Recently, the Honolulu City Council voted 9-0 to pass Bill 65 (2012), allowing the long‐awaited update of the Ewa Development Plan to move forward.
The plan was first adopted by the city in 1997 as a way to manage growth and stimulate the economy while protecting Hawaii’s unique environment and way of life.
We have had the opportunity to watch West Oahu grow over the last 10 years as billions of dollars have been invested in infrastructure, housing and business development. Thanks to the Honolulu City Council’s foresight, Kapolei is on its way to becoming the economic center we have long anticipated.
The city of Kapolei is rapidly expanding as the area’s primary job center and, along with the rest of the Secondary Urban Center in Kapolei, is poised to continue its expansion of major employment and residential areas.
The University of Hawaii‐West Oahu campus, Salvation Army Ray and Joan Kroc Corps Community Center, the Department of Hawaiian Homelands, Kalaeloa, and other East Kapolei residential communities are bringing more jobs and homes as well.

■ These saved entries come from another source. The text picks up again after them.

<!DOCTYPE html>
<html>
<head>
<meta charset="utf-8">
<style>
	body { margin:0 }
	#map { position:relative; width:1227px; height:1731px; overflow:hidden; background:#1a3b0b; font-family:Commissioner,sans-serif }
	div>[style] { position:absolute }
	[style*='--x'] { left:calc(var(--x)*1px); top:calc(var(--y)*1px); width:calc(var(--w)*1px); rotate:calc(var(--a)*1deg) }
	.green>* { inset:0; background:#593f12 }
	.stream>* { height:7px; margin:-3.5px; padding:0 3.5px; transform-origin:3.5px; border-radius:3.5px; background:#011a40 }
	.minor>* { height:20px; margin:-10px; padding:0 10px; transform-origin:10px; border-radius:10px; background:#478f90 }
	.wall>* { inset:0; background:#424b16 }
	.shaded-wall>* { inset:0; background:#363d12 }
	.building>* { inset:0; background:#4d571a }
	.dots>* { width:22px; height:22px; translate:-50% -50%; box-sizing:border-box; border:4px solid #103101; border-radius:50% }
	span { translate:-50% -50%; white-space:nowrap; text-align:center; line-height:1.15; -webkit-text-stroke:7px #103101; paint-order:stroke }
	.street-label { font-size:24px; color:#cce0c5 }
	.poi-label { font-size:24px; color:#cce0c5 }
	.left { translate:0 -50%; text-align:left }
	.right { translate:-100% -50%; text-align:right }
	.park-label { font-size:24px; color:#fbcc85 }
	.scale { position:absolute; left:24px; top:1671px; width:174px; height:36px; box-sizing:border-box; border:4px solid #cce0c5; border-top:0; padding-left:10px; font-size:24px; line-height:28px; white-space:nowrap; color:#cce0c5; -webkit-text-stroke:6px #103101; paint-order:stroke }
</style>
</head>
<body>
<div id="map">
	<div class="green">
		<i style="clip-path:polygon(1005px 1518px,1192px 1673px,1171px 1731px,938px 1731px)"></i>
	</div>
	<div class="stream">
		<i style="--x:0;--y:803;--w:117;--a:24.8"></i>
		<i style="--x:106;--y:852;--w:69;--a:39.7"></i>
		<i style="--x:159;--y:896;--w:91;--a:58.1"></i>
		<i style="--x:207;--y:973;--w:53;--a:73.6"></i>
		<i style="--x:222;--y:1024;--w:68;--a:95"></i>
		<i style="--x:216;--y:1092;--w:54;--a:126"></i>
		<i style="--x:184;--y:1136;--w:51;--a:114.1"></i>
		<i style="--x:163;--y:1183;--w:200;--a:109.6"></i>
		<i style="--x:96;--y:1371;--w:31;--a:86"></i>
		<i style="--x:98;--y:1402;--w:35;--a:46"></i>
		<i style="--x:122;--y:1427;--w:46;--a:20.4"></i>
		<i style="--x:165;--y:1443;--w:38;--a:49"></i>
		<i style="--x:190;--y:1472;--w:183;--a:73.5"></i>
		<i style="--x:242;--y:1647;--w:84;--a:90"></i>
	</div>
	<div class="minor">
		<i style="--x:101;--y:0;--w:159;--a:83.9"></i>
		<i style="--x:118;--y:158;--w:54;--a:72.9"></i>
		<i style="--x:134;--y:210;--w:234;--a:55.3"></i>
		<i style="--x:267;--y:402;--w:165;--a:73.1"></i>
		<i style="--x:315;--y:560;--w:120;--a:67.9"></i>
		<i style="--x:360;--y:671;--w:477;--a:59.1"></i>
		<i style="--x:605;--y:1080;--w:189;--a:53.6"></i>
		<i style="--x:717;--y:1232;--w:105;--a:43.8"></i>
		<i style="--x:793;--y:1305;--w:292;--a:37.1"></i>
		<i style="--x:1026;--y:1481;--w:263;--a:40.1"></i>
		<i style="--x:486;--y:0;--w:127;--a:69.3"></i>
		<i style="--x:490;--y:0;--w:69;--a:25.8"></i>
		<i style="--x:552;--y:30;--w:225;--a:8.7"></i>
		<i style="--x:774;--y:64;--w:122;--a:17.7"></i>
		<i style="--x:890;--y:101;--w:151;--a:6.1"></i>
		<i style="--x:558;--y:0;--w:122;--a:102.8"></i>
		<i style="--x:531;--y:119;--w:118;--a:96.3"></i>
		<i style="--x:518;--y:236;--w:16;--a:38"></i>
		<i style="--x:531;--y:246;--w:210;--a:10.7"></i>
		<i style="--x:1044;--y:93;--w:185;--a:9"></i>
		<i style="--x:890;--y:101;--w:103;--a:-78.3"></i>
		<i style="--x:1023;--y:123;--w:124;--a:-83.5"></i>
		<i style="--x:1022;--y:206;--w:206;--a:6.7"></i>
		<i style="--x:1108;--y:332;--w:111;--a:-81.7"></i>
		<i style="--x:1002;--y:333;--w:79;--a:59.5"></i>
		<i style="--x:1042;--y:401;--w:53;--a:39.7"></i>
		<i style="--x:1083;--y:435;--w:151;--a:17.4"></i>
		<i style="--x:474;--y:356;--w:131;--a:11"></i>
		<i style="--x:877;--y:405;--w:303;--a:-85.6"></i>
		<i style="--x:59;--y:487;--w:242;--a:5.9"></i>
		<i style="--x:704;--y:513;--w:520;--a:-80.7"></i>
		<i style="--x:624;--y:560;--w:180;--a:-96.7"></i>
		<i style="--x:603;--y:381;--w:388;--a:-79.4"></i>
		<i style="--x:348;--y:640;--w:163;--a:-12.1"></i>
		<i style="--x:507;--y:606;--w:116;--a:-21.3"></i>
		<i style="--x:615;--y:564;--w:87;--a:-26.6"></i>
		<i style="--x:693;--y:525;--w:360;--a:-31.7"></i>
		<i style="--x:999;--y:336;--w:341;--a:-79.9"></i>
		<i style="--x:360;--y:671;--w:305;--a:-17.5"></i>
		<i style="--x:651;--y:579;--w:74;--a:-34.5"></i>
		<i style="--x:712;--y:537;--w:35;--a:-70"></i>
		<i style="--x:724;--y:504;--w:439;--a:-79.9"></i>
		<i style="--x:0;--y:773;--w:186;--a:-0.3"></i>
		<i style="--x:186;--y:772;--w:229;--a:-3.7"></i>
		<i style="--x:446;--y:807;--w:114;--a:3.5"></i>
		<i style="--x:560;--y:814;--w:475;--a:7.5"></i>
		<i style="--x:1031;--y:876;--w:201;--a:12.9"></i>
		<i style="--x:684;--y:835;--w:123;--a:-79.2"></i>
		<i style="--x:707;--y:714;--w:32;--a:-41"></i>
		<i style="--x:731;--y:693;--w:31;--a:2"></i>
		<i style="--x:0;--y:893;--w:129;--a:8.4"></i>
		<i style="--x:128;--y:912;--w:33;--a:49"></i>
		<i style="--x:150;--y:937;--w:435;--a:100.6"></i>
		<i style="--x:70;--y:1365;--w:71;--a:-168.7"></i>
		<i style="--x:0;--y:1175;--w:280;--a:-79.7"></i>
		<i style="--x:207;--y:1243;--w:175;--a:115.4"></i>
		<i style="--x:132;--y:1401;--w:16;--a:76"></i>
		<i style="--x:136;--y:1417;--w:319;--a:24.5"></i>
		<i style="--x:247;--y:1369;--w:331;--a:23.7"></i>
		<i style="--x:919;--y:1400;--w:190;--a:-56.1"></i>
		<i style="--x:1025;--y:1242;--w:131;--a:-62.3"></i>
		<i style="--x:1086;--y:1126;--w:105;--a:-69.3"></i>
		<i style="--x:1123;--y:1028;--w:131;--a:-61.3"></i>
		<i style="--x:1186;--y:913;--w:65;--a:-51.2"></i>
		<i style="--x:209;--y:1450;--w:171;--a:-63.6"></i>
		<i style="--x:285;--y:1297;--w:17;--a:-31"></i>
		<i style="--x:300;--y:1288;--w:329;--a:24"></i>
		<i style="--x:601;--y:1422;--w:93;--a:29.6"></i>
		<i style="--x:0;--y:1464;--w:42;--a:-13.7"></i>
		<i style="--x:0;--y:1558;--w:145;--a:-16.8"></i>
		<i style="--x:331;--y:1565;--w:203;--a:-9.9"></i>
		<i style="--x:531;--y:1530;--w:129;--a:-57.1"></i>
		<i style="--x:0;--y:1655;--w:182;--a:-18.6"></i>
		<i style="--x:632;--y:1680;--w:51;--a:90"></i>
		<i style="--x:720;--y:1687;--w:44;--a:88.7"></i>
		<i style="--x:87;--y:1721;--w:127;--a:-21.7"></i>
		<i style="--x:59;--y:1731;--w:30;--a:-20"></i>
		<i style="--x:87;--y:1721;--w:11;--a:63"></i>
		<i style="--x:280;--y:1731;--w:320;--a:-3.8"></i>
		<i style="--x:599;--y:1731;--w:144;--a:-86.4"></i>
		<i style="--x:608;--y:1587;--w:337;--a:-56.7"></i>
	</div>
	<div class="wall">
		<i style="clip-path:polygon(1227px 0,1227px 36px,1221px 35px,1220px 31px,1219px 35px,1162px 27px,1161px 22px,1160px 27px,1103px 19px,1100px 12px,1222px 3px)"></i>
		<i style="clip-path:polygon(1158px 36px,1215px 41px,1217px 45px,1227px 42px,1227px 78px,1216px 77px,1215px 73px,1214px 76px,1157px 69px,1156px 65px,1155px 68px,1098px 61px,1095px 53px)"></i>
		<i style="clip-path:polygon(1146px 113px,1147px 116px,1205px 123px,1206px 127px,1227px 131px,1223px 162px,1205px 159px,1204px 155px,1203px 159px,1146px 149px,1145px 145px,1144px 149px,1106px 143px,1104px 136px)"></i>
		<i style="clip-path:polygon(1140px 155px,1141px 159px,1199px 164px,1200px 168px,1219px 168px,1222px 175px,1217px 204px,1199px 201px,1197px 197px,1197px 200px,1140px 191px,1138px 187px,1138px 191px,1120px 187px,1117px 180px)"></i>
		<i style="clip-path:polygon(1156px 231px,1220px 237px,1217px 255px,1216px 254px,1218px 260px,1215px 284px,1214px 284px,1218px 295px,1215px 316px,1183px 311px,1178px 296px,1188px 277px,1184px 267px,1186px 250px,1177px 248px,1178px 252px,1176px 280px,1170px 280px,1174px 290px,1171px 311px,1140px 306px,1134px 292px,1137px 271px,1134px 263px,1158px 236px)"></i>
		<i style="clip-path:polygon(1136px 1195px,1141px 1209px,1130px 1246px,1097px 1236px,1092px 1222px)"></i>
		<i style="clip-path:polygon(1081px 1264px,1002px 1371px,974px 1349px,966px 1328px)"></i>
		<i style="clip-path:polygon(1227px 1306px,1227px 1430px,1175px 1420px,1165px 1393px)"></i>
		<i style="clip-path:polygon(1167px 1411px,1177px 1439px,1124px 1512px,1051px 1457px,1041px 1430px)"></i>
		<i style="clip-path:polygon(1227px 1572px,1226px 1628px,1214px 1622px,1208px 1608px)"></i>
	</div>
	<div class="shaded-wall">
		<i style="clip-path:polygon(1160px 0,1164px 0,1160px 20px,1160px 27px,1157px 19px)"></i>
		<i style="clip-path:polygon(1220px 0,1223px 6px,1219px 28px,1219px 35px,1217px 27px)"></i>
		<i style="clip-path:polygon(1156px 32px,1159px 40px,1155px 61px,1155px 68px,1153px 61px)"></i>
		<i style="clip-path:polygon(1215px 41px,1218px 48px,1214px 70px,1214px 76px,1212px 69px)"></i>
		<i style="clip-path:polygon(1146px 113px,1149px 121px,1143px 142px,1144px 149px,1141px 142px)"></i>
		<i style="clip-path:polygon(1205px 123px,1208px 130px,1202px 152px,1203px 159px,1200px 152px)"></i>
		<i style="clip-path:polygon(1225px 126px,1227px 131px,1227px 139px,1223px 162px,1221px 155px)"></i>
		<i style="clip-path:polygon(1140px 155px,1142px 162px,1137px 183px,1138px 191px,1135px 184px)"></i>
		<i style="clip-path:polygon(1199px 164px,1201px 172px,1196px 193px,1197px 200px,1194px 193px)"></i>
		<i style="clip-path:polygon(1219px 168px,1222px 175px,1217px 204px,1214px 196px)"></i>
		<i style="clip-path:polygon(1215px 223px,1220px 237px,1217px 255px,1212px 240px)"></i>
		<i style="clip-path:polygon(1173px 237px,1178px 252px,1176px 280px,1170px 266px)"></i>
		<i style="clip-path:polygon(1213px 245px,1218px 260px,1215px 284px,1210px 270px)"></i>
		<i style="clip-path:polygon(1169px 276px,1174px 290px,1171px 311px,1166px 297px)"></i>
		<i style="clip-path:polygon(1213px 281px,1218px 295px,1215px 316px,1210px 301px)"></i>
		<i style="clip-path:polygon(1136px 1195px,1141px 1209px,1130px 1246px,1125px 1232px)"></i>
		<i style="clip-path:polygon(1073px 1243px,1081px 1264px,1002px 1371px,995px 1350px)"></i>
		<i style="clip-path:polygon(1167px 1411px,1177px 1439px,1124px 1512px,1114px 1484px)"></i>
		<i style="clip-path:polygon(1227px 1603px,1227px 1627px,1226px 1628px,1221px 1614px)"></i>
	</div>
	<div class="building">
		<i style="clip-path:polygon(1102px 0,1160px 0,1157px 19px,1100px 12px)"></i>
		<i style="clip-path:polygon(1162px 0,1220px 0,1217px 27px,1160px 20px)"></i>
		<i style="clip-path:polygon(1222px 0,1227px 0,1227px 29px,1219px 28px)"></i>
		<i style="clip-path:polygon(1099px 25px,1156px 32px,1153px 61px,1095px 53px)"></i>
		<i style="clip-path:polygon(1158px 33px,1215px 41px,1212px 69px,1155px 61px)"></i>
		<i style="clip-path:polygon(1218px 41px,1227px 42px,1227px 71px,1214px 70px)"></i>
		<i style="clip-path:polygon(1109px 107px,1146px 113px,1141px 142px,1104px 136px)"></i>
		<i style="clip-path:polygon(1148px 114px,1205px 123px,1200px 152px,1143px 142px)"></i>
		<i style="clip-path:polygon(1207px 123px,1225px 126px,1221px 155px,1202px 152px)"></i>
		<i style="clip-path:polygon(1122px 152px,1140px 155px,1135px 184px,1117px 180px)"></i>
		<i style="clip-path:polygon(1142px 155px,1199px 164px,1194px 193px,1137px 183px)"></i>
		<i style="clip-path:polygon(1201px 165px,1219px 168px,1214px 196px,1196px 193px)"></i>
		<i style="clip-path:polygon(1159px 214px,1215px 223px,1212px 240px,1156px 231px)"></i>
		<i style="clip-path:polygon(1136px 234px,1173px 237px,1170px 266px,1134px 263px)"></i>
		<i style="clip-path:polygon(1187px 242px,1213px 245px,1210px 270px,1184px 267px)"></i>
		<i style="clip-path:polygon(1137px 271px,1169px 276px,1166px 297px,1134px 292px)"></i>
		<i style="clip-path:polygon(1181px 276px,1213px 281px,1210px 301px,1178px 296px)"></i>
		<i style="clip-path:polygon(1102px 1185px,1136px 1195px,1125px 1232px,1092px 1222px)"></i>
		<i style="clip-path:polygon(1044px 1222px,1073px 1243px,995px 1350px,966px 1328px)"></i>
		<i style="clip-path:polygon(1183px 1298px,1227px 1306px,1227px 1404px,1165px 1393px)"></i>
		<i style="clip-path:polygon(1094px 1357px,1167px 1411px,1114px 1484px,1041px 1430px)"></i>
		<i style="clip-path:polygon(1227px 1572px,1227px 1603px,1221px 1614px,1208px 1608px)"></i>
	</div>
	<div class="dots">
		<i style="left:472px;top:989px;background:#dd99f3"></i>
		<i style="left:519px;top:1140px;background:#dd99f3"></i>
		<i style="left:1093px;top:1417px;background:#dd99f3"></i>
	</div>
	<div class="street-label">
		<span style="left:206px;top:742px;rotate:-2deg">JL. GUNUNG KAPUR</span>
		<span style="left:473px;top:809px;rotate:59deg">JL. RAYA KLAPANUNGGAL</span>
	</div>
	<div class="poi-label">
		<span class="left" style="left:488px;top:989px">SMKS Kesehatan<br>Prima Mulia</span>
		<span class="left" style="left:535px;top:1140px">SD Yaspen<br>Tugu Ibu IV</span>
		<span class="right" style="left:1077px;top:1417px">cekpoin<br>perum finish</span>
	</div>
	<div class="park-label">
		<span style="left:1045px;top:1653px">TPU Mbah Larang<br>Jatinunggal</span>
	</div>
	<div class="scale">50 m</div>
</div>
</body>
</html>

We cannot afford to lose momentum.
There are approximately 36,000 jobs and more than 800 businesses in the Ewa Development Plan area today. This represents a doubling of the jobs available when the plan was last updated, in 1997. The provision of public services, resources and infrastructure within the Secondary Urban Center that has been a goal of the plan since its inception is coming to fruition.
The jobs projections for the coming years speak even more strongly in favor of the path the Honolulu City Council put forth through the Ewa Development Plan. By 2030, employers in the region are expected to have created well over 100,000 jobs, providing job opportunities for more than 80 percent of its rapidly expanding working-age population. This can happen only with increased public and private investment in the Secondary Urban Center and the larger region, including the continued provision of government services, resources and infrastructure as called for in Oahu’s General Plan and the companion Ewa Development Plan.
Hawaii should be a place where our Hawaii-born college students look forward to returning.
Young professionals are deterred by a tough job market and the bleak prospect of waiting until they’ve earned their first million to buy a home in a real estate market where low inventory has pushed home prices sky‐high. The Ewa Development Plan is just one small step toward addressing our real estate inventory shortage. Our children need homes they can afford and job opportunities closer to home. New housing is a necessary precursor to commercial and job creation in any given region — especially here on Oahu, where it has long seen housing in short supply. Job growth in Kapolei will continue to be promoted by the goals and objectives of the Ewa Development Plan.
The Ewa Development Plan will provide the economic boost that will help Hawaii hold its own with the rest of the nation. The region is already home to the state’s second busiest commercial harbor, the state’s largest industrial park, Oahu’s premier resort destination and the state’s single largest development area.
The Ewa Development Plan balances the needs of many — from local workers in need of jobs to young families looking for homeownership opportunities.
The plan is built on a vision of the future that offers a new type of lifestyle — where bikes and buses are more prevalent than cars, and where parents spend more time mediating dinner table conversations, rather than battling traffic. That’s a future we should all support.